[Collected data]

---------------

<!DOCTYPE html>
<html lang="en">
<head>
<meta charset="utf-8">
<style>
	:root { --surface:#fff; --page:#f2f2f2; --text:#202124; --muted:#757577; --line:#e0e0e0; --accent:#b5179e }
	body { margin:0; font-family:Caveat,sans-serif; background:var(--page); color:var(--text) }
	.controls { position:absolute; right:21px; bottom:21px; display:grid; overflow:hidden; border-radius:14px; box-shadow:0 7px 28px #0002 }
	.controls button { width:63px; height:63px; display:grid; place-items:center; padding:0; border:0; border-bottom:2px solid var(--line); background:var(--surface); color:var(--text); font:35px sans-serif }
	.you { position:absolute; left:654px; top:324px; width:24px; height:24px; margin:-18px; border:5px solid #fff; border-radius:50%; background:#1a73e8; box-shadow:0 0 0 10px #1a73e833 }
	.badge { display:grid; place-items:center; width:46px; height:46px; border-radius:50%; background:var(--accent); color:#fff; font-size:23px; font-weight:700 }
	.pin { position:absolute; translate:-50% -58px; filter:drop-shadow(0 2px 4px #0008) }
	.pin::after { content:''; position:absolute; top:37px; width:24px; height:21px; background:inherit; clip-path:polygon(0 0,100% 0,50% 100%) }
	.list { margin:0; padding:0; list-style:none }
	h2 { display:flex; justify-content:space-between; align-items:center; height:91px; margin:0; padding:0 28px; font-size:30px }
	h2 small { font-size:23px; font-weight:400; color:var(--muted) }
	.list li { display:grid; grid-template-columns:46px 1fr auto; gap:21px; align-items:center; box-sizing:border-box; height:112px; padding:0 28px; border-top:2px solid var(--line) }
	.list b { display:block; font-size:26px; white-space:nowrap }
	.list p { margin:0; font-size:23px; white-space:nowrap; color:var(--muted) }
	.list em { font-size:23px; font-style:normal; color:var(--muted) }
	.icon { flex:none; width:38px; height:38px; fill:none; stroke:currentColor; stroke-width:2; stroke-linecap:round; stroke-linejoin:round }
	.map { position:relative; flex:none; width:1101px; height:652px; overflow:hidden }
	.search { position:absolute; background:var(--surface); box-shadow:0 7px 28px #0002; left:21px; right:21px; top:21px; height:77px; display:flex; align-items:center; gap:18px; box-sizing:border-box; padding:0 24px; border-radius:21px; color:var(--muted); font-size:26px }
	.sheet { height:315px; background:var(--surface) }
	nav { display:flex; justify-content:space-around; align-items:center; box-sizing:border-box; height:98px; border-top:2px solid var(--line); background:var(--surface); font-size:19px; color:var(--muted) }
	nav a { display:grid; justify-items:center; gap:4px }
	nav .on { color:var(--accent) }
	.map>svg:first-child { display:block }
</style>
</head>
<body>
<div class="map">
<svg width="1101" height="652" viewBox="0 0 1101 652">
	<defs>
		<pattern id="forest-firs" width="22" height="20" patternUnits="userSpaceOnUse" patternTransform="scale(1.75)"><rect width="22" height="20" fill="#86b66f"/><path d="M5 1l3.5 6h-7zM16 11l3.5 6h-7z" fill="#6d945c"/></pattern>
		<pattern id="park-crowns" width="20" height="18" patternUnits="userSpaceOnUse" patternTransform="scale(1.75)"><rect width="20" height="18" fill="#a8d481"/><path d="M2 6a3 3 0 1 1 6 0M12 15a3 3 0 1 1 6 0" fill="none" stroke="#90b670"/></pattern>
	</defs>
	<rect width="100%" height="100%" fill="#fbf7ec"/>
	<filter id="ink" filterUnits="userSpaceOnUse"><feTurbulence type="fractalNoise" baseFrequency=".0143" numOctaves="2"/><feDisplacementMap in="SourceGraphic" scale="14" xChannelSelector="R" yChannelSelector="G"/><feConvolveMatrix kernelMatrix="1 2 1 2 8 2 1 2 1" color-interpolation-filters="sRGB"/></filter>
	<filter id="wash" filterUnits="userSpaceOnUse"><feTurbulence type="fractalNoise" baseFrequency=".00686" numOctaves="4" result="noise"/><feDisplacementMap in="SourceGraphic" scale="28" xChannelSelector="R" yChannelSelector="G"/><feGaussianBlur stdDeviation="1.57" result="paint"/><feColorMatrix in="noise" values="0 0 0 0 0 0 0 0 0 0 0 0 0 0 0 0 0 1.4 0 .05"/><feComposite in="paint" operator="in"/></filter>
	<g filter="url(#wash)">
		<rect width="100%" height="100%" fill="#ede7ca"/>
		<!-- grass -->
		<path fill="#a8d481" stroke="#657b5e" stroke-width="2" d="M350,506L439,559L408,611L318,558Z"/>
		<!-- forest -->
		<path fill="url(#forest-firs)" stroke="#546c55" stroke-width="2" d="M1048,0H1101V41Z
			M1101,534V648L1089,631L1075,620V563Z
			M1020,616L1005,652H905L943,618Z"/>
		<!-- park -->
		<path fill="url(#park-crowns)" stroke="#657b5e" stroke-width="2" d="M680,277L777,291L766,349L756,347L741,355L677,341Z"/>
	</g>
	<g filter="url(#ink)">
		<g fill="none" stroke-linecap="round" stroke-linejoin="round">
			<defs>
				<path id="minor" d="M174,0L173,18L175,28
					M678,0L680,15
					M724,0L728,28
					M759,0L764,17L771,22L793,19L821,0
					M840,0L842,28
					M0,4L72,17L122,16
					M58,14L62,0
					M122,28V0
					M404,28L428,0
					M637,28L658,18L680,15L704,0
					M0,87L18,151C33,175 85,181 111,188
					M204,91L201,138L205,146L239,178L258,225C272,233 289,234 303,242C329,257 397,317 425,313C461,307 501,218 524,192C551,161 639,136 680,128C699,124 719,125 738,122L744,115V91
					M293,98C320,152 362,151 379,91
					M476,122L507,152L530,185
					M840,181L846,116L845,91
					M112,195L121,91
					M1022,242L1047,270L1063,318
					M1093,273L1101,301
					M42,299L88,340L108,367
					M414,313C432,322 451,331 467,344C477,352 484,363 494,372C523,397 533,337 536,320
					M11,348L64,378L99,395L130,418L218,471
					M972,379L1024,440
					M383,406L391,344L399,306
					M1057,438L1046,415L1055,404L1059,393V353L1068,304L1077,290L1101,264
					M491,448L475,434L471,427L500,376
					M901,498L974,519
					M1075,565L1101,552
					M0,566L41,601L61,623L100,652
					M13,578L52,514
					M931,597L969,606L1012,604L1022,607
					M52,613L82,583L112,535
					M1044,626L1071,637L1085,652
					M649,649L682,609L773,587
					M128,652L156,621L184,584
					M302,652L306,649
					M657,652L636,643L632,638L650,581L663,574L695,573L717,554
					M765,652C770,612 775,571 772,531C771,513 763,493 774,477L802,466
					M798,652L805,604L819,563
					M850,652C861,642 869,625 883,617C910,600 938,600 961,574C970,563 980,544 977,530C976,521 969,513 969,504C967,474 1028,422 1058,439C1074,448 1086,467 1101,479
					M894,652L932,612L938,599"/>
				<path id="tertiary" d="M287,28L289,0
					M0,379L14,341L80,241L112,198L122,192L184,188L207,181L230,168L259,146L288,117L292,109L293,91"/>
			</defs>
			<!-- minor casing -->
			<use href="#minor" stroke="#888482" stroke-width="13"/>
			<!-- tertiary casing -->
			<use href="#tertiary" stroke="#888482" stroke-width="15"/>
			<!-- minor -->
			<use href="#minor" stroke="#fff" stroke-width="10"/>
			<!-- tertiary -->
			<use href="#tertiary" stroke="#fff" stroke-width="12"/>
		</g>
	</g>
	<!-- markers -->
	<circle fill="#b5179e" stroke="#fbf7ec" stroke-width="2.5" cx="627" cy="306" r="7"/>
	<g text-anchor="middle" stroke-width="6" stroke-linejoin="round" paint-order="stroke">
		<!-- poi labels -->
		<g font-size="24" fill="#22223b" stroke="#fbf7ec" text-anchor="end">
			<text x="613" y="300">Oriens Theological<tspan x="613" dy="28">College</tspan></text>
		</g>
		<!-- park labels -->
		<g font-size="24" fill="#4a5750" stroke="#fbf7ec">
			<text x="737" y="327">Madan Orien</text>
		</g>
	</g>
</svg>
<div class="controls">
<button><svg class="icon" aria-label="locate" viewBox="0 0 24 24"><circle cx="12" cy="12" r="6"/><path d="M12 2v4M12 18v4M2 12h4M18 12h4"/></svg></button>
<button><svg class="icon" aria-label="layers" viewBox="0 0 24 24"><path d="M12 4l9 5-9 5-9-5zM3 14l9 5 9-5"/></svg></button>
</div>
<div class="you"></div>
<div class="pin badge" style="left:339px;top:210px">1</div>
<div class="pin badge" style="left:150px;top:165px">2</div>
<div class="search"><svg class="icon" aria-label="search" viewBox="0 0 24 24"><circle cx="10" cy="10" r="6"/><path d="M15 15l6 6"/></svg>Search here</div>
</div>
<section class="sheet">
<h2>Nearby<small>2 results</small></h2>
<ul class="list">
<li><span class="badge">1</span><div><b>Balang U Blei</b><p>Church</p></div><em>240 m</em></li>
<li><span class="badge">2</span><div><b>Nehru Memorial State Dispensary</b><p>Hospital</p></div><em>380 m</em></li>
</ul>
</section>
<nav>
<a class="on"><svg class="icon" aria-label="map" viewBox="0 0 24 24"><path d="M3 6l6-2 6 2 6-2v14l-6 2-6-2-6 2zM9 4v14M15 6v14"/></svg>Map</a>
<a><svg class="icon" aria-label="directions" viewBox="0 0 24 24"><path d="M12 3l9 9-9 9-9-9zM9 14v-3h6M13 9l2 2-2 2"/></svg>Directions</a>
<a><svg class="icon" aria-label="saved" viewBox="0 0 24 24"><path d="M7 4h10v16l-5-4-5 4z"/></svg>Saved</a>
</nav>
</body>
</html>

---------------

*Task statement*
Every line above that holds the word "sheet" needs to be copied.

*Completed task*
	.sheet { height:315px; background:var(--surface) }
<section class="sheet">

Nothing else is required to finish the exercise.